(Collected data entries)
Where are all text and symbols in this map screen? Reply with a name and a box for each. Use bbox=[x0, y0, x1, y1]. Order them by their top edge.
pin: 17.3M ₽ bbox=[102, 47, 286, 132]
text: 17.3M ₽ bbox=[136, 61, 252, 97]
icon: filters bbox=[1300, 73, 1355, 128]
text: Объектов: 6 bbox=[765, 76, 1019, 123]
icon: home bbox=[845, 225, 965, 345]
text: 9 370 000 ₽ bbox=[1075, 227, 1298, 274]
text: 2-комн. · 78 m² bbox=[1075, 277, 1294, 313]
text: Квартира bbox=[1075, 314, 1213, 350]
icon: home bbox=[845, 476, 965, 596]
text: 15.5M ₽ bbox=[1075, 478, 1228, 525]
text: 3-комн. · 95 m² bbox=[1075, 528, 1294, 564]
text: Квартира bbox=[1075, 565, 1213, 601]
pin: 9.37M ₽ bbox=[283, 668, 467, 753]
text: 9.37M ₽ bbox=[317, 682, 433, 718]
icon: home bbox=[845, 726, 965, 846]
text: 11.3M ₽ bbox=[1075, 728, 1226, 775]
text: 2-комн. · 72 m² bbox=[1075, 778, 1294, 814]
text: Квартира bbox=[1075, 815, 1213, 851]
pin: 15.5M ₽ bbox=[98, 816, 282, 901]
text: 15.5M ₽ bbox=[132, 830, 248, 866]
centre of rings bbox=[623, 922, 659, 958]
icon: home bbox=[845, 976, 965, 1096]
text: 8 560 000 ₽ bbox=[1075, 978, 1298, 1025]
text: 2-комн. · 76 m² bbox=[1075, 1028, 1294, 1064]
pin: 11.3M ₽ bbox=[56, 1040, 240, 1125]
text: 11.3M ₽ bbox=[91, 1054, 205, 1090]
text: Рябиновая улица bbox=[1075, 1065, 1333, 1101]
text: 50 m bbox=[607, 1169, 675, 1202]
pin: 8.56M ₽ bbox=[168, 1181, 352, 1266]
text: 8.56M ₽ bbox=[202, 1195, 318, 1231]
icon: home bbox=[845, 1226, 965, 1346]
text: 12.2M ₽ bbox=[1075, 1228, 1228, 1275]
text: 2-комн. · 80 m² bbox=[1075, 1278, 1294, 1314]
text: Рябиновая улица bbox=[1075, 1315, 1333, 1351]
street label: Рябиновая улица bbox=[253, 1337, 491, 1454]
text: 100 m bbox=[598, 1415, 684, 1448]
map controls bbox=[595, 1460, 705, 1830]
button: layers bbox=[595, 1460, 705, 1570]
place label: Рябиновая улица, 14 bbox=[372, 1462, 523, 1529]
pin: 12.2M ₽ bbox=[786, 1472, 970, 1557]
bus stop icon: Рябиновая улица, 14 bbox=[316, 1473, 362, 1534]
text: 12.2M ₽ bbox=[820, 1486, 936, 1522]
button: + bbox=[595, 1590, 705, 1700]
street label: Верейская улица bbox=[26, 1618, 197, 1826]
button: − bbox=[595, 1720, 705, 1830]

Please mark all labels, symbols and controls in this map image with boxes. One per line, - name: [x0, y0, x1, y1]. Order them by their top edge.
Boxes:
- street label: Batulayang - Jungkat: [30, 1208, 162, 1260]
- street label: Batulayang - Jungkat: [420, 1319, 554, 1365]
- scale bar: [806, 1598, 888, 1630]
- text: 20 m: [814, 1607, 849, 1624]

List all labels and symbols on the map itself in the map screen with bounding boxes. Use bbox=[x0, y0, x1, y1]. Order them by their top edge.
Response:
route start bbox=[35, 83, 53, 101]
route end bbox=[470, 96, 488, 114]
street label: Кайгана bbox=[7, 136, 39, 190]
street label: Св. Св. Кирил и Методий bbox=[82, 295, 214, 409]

_Your goal_: Copy out every line of the data that includes "labels".

_Task answer_:
Please mark all labels, symbols and controls in this map image with boxes. One per line, - name: [x0, y0, x1, y1]. Order them by their top edge.
List all labels and symbols on the map itself in the map screen with bounding boxes. Use bbox=[x0, y0, x1, y1]. Order them by their top edge.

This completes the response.